I have an eating disorder.
I’m a binger. I do not purge, or exercise it off, or take laxatives; I do not simply overeat. I binge.
I've been on diets, I've been on all of them, even the one you're just waiting to recommend to me. I’ve done the blood type diet, the menstrual cycle diet, the one where you drink shakes, the one where you eat carrots and celery and cottage cheese, I’ve done low-fat, low-carb, low-cal, low flavor. I did the Atkins diet when it was still just the Meat Diet. I have been on “not-diets” - the “healthy lifestyle” that would break me free from the dieting life forever. I know the lingo, I know what I'm supposed to say, and do, and feel. This time, I can do it! This time, it's about being healthy!
Diets do not work, at least not for me. I have dieted for over 30 years. I have lost and lost and lost many pounds, over and over; and in between, I binge.
I binge when I'm depressed, no surprise. I binge in order to not feel the things that I ought not to feel: sadness, anger, humiliation. But.... I also binge in order to not feel the things that I don't DESERVE to feel: joy, love, pride. I don't need anyone to tell me that I am embarrassing and ugly, that I should not be seen in public, that I don't deserve respect or love, and that everyone is allowed to hate me because I'm disgusting. I am unattractive. I am unfuckable. I know that. I believe it my very soul. (So shut the hell up already.)
I binge so that I don't have to feel... anything. Neither the humiliation that I deserve or the pride that I do not. Neither your hate or my own.
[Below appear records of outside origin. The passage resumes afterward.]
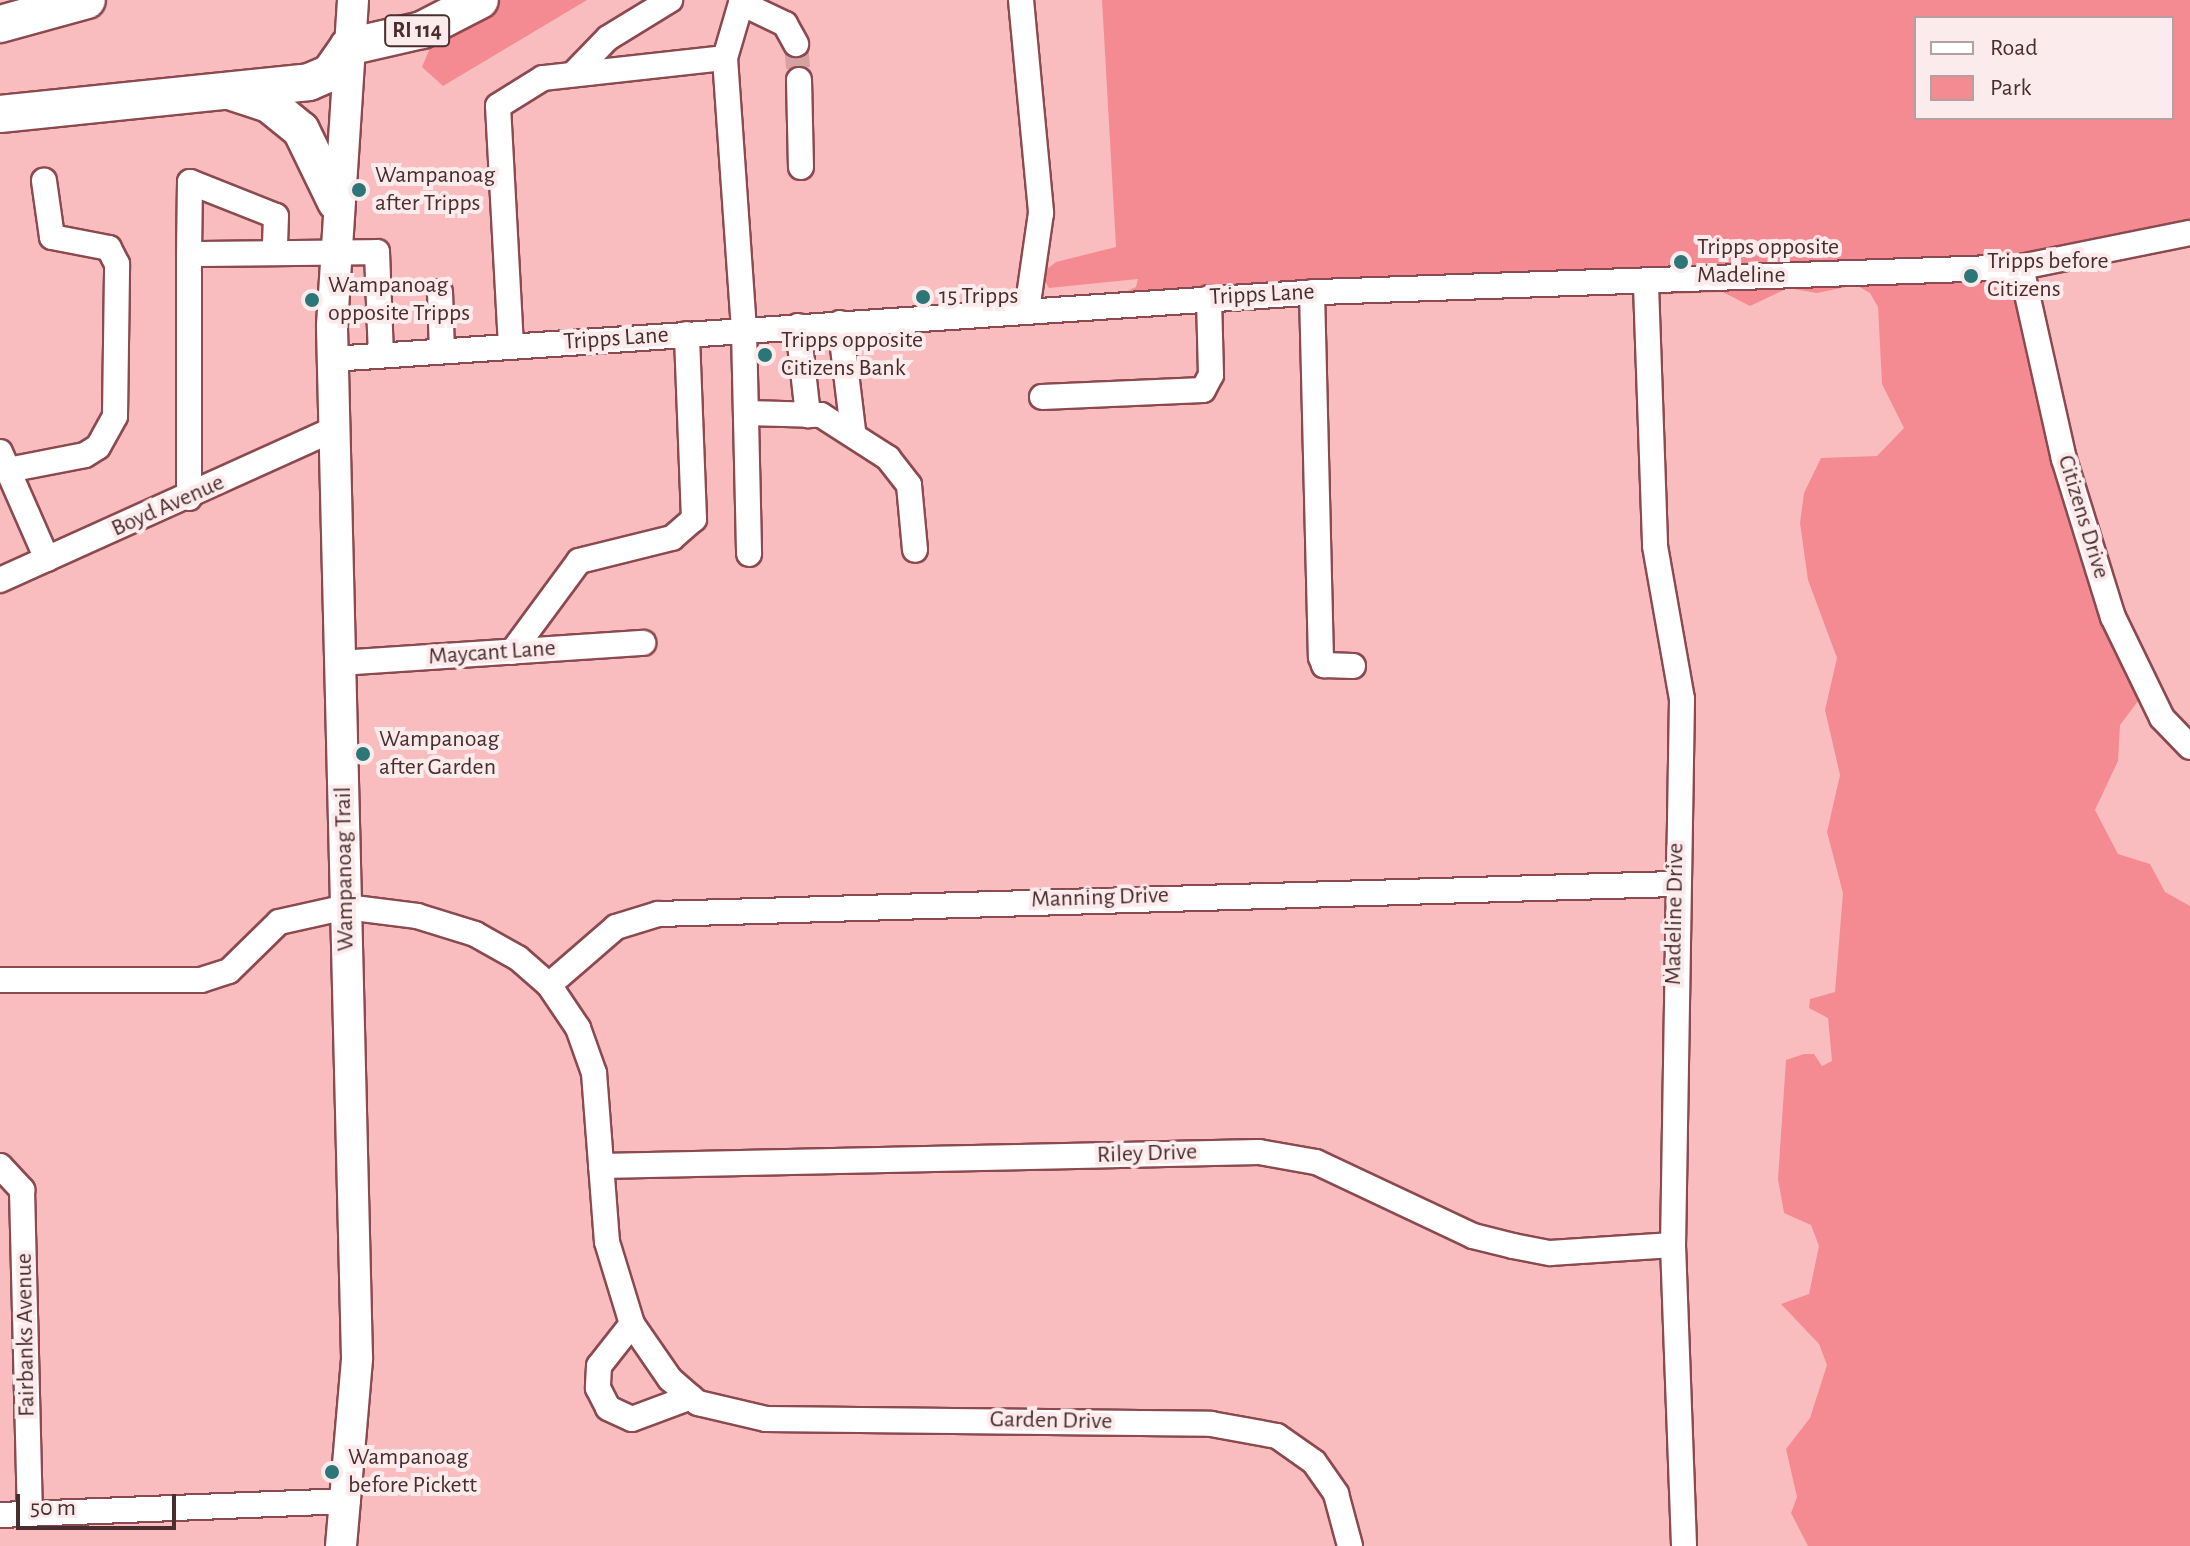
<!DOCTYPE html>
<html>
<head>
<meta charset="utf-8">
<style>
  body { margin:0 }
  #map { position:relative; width:2190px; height:1546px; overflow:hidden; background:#fabdbf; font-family:"Alegreya Sans",sans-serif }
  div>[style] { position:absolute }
  .green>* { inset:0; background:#f48b92 }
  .minor-tunnel>* { height:24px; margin-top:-12px; transform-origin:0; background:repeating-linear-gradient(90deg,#d7a0a2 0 24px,transparent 0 36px) }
  .roads { filter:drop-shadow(2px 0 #8b4a4f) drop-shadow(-2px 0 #8b4a4f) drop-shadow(0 2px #8b4a4f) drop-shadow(0 -2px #8b4a4f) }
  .minor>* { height:24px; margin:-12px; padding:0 12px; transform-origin:12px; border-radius:12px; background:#fff }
  .major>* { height:30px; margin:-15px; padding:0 15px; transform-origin:15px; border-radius:15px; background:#fff }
  .highway>* { height:36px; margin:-18px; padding:0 18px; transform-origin:18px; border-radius:18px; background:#fff }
  .dots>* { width:22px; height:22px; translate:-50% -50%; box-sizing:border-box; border:4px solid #fcebec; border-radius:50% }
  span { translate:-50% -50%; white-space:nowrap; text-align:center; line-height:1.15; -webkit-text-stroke:8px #fcebec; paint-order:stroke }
  .shield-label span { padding:2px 6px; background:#fcebec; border:2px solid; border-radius:6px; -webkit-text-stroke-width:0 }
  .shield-label { font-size:22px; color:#4a2d2e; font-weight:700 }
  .poi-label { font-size:24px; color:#4a2d2e }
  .left { translate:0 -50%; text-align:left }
  .street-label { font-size:24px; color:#4a2d2e }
  .legend { position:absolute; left:1914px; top:16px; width:260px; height:104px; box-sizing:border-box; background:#fcebec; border:2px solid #b59fa0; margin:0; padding:10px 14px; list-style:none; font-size:24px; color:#4a2d2e }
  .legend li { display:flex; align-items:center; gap:16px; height:40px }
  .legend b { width:40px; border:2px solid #b59fa0 }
  .scale { position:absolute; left:16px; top:1494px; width:160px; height:36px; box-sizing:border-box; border:4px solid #4a2d2e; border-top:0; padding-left:10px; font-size:24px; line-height:28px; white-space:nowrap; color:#4a2d2e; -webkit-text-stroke:6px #fcebec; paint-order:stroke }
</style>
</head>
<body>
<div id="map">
  <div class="green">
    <div style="clip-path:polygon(498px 0,587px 0,443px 86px,422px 67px,435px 36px)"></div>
    <div style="clip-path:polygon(evenodd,1102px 0,2190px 0,2190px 225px,2019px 264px,2145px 692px,2120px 725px,2118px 761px,2095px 810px,2118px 854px,2150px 864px,2165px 892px,2190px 906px,2190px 1546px,1808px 1546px,1791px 1513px,1797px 1497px,1786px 1449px,1810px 1418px,1827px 1365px,1819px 1344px,1781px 1304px,1809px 1294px,1819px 1246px,1811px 1225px,1784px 1213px,1778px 1179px,1786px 1060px,1804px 1054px,1814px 1054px,1822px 1066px,1832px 1061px,1828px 1018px,1809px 1008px,1810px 999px,1835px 992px,1843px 893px,1827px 832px,1840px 775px,1825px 710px,1837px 658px,1808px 580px,1800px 523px,1804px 493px,1821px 458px,1877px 456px,1904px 428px,1882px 384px,1878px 307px,1870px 293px,1856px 285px,1817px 293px,1788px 288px,1750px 306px,1723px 292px,1649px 295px,1647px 280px,1110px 300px,1136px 287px,1138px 279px,1049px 288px,1041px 274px,1056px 262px,1116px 247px,1102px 0,1916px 18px,2172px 18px,2172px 118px,1916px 118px,1916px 18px)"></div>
  </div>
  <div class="minor-tunnel">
    <div style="left:796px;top:44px;width:36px;rotate:85deg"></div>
  </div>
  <div class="roads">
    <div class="minor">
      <div style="left:1021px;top:0;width:214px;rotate:84.6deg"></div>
      <div style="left:1041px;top:213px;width:98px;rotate:98.2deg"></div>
      <div style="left:741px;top:3px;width:49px;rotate:25.5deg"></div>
      <div style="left:785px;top:24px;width:23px;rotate:61deg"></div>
      <div style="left:725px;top:58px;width:60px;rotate:-73.7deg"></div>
      <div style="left:575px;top:72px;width:47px;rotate:-45.9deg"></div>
      <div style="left:608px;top:38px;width:73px;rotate:-31.5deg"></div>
      <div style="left:799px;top:80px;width:87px;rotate:88.7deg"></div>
      <div style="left:189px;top:254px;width:72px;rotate:-89.2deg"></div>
      <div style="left:190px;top:182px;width:92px;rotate:21.6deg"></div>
      <div style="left:276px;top:216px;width:37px;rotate:92deg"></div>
      <div style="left:2021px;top:267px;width:197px;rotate:77.4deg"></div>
      <div style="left:2064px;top:459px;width:165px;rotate:72.8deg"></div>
      <div style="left:2113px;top:617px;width:112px;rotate:64.1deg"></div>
      <div style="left:2162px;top:718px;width:40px;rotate:46deg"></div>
      <div style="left:1646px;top:285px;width:261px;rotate:88deg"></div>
      <div style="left:1655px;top:546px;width:155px;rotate:80deg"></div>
      <div style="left:1682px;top:699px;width:546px;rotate:90.94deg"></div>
      <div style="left:1673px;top:1245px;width:301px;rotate:87.9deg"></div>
      <div style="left:440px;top:292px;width:59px;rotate:88.1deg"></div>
      <div style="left:1312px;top:292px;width:365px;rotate:88.6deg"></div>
      <div style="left:1321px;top:657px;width:9px;rotate:69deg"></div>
      <div style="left:1324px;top:665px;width:29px;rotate:2deg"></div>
      <div style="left:840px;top:323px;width:108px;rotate:83.1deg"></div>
      <div style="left:798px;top:326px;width:90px;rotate:83.6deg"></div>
      <div style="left:511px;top:346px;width:240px;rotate:-93.1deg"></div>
      <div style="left:498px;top:106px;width:53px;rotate:-31.9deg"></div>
      <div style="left:543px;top:78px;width:183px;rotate:-6.3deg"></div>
      <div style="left:725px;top:58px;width:273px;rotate:86deg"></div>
      <div style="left:744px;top:330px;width:224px;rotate:88.7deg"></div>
      <div style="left:332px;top:359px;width:990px;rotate:-3.88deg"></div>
      <div style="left:1320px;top:292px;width:701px;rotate:-2.04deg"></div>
      <div style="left:2021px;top:267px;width:172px;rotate:-11.4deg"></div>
      <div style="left:1042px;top:397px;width:161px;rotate:-2.5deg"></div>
      <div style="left:1203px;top:390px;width:17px;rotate:-62deg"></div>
      <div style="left:1211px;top:375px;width:77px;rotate:-91.5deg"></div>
      <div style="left:747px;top:413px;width:74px;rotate:1.5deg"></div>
      <div style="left:821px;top:415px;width:80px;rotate:32.7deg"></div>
      <div style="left:888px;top:458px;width:34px;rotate:52deg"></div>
      <div style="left:909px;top:485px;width:65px;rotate:84.7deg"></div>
      <div style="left:0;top:452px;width:117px;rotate:66.3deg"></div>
      <div style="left:8px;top:470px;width:78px;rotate:-11deg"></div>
      <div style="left:85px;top:455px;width:15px;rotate:-32deg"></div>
      <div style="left:98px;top:447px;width:35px;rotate:-61deg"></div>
      <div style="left:115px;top:416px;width:152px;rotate:-89.2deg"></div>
      <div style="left:117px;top:264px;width:18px;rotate:-117deg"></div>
      <div style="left:109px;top:248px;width:58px;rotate:-169.1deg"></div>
      <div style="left:52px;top:237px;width:57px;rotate:-98.1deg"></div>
      <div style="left:189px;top:498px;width:244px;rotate:-90deg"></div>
      <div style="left:189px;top:254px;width:188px;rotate:-0.6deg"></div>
      <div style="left:377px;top:252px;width:103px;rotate:87.8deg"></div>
      <div style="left:0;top:580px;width:367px;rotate:-24.3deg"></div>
      <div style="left:512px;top:652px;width:113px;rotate:-53.6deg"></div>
      <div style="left:579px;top:561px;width:96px;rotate:-13.9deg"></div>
      <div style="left:672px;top:538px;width:29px;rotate:-41deg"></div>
      <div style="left:694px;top:519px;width:185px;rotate:-92.2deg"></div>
      <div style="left:340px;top:663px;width:304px;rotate:-3.8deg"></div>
      <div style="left:0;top:980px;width:201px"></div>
      <div style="left:201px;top:980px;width:29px;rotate:-18deg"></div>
      <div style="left:229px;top:971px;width:70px;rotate:-44.4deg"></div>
      <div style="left:279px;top:922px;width:69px;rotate:-12.6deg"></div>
      <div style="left:346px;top:907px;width:72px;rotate:7.2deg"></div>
      <div style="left:417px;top:916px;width:61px;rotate:17.2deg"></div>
      <div style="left:475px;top:934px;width:49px;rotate:29.2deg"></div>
      <div style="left:518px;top:958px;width:41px;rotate:41.1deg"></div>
      <div style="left:549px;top:985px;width:52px;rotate:56deg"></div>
      <div style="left:578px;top:1028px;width:48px;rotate:70.4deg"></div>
      <div style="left:594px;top:1073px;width:169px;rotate:85.6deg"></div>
      <div style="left:607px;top:1242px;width:86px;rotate:73deg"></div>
      <div style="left:632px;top:1324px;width:53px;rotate:128.2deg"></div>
      <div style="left:599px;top:1366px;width:22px;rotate:93deg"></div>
      <div style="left:598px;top:1388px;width:22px;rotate:63deg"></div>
      <div style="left:608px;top:1408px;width:26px;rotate:25deg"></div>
      <div style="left:632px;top:1419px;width:63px;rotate:-20.4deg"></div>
      <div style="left:549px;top:985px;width:89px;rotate:-40.9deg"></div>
      <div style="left:616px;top:927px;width:44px;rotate:-17.2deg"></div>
      <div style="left:658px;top:914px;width:1017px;rotate:-1.69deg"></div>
      <div style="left:0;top:1166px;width:33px;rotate:47deg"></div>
      <div style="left:22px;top:1190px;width:325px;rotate:88.6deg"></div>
      <div style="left:601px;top:1166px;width:658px;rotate:-1.22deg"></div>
      <div style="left:1259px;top:1152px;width:58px;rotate:10deg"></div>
      <div style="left:1316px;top:1162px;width:174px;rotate:25.2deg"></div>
      <div style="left:1473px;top:1236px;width:41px;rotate:14deg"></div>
      <div style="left:1513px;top:1246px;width:38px;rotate:11deg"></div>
      <div style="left:1550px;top:1253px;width:123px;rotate:-3.7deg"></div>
      <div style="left:632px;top:1324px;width:67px;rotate:55.4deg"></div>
      <div style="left:670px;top:1379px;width:37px;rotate:41deg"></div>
      <div style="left:698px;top:1403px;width:70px;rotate:13.2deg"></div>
      <div style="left:766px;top:1419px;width:445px;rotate:0.6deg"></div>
      <div style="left:1211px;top:1424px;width:67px;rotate:10.3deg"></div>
      <div style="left:1277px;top:1436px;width:45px;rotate:35.1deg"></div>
      <div style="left:1314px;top:1462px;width:39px;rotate:55deg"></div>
      <div style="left:1336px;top:1494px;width:54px;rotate:74.9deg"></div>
      <div style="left:0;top:1515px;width:348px;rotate:-2.3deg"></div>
    </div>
    <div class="major">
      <div style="left:341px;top:1546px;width:189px;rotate:-85.1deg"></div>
      <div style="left:357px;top:1358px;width:1033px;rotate:-91.39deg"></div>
      <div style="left:332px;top:325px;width:326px;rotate:-86.3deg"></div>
    </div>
    <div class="highway">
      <div style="left:0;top:24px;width:90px;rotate:-15.4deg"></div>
      <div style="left:235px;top:93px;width:36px;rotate:18deg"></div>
      <div style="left:269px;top:104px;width:41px;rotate:39.1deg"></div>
      <div style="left:301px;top:130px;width:80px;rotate:64.1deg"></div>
      <div style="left:0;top:114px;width:311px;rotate:-5.9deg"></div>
      <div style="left:309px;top:82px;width:23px;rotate:-23deg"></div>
      <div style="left:330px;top:73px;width:32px;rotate:-55deg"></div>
      <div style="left:348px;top:47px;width:76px;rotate:-12.9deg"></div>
      <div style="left:422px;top:30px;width:65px;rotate:-27.3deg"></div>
    </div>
  </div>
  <div class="dots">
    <div style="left:359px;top:190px;background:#2c7677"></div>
    <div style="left:1681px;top:262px;background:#2c7677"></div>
    <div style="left:1971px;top:276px;background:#2c7677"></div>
    <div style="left:923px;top:297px;background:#2c7677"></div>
    <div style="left:312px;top:300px;background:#2c7677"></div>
    <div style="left:765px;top:355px;background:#2c7677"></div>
    <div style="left:363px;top:754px;background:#2c7677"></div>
    <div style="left:332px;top:1472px;background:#2c7677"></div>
  </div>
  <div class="shield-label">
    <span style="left:417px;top:31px">RI 114</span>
  </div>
  <div class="poi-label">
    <span class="left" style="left:375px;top:190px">Wampanoag<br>after Tripps</span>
    <span class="left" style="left:1697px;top:262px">Tripps opposite<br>Madeline</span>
    <span class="left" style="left:1987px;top:276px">Tripps before<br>Citizens</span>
    <span class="left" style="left:328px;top:300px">Wampanoag<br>opposite Tripps</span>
    <span class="left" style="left:939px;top:297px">15 Tripps</span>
    <span class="left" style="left:781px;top:355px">Tripps opposite<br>Citizens Bank</span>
    <span class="left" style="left:379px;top:754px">Wampanoag<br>after Garden</span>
    <span class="left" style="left:348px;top:1472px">Wampanoag<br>before Pickett</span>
  </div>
  <div class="street-label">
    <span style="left:1262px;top:295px;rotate:-3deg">Tripps Lane</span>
    <span style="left:616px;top:339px;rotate:-4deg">Tripps Lane</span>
    <span style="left:168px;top:506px;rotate:-24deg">Boyd Avenue</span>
    <span style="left:2083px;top:517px;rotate:73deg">Citizens Drive</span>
    <span style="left:492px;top:653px;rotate:-4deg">Maycant Lane</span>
    <span style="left:345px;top:869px;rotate:-91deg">Wampanoag Trail</span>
    <span style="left:1100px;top:898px;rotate:-2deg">Manning Drive</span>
    <span style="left:1675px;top:914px;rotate:-89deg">Madeline Drive</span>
    <span style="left:1147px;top:1154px;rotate:-2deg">Riley Drive</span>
    <span style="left:26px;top:1335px;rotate:-91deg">Fairbanks Avenue</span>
    <span style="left:1051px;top:1421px;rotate:1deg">Garden Drive</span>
  </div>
  <ul class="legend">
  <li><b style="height:10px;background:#fff"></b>Road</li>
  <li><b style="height:22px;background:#f48b92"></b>Park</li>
  </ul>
  <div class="scale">50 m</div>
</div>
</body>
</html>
Food is a brilliant master, really, bringing both the pleasure and the pain. I can withhold it, be “good” and stick to the diet – but then I start to feel good about myself, maybe a little pride? Happiness? Oh no, I am still fat and unworthy, and damned if I won't prove it. Or maybe I'm just angry, maybe some jerk called me a fatty at the grocery store even after I've just lost 25 pounds and been to the gym three days already this week, or maybe life just sucks. But I don't have to feel that crap anyway. Not any of it.
Oh, and I know that I'm going to do it, I walk into it willingly, because at first it's so good, so soothing, so tasty and satisfying. I know that the guilt and the shame are ahead, and that's okay too, because at least I deserve that. Even when I hit that first level of fullness, I know I'm going to keep going, because a little guilt and shame is nothing at all and I deserve so much more, I deserve all the pain I can get. So I eat until I'm really full, and it's uncomfortable, and I'm humiliated, but that's good too. Just keep going. Finally I get so full that it actually does hurt, a little, and I'm stunned and disgusted with myself, and there I am, finished at last. But it isn't finished, because half an hour later the pain really hits and I'm sick and I want to throw up but I can't and I won't because this, this, this is what I wanted when I started because now I feel NOTHING. The physical pain kills it all and I'm riding high on a numb bubble and for now, just for a while, maybe an hour or so, I don't feel hate or shame or disgust or sadness or joy because there's only room for pain. And that I can handle.
I have become as large as I need to be to hold all of the pain inside.
What happens when I don't want to hold on to it anymore?